9.行政の施策としての一貫性と整合性の維持:
別紙の資料として添付した「ITコミュニティの役割と展望」にもある通り、インスリン治療を行っている糖尿病患者は、日本人の平均的な医療費の約10倍の自己負担を常に強いられている。また、単に多額の自己負担が続くだけでなく、医療機関や医師の無知によって、あるいは意図的に、医師の指導があれば制限がないはずの血糖測定紙の処方量に制限を受けたり、自己負担の必要がない衛生材料の自己負担を強いられている現状がある。運転中の安全を十分に確保するためには、やはり瀕回の自己血糖測定が必須となるが、こうした厳しい医療環境の中ではそれすらもが危ぶまれる。

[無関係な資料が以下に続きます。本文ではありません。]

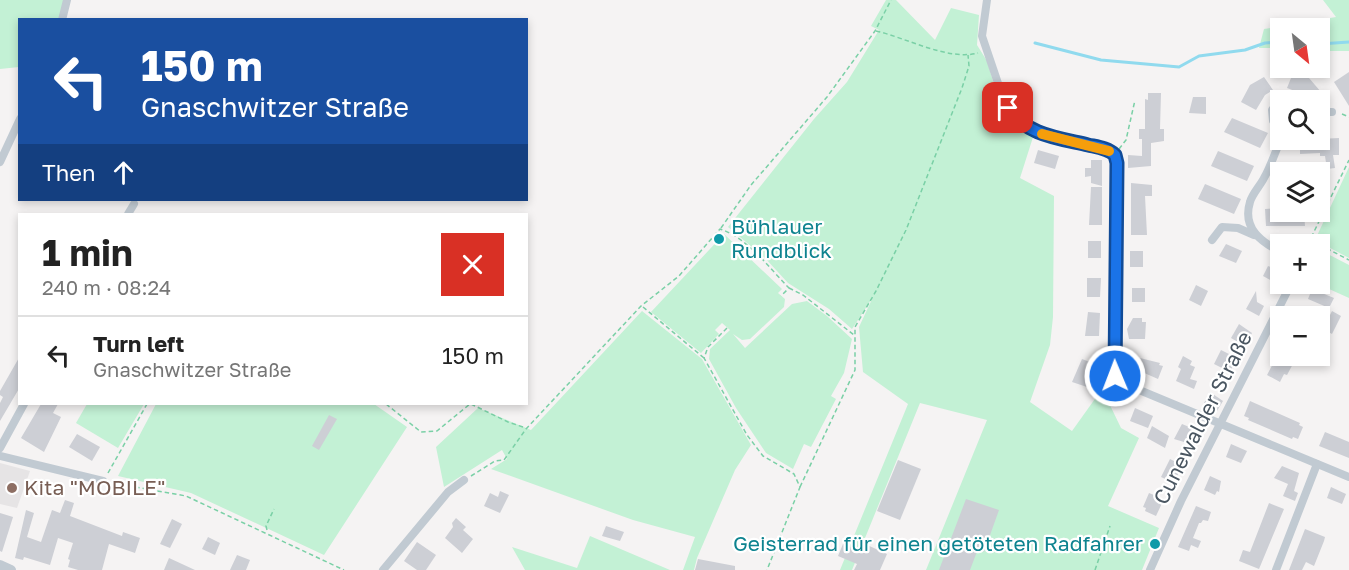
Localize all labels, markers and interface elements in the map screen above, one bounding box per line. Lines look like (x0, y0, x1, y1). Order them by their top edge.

もし交通行政が「DM患者は、安全に自動車が運転できるよう、厳格な血糖コントロールに努めよ」と勧告するのであれば、当然医療行政はそれが具体的に実現されるように、側面からDM患者をサポートするのが本来の行政のあり方ではないだろうか。しかし、現段階ではそれぞれが別々の方向を向いており、残念ながら著しく一貫性と整合性を欠くのが現状なのである。各省庁は、それぞれの職責を果たすことだけに囚われるのではなく、どうか個々の国民が最終的に受け取るサービスの質と量の格差にも十分配慮していただきたい。

10.今後の交通行政が目指すべきもの:
今回の素案の理念を究極まで押し進めていけば、「人間が運転しない自動車が最も安全」との認識に致ってしまうのではないだろうか。障碍や疾患に限らず、人間は常に不確定要素に影響されて生きている。それを認めた上で、さまざまな条件におかれている各国民の機会の格差を最小限に留め、できる限り多くの人の社会参加の機会を増やす。そうすることが、障碍や疾患を抱える者にとってだけでなく、実は健常者にとっても最も暮らし易い社会を実現することにはならないだろうか。



以上の事情を十分考慮していただいた上で、素案の内容について、制限を緩和する方向で再度検討していただくよう、よろしくお願い致します。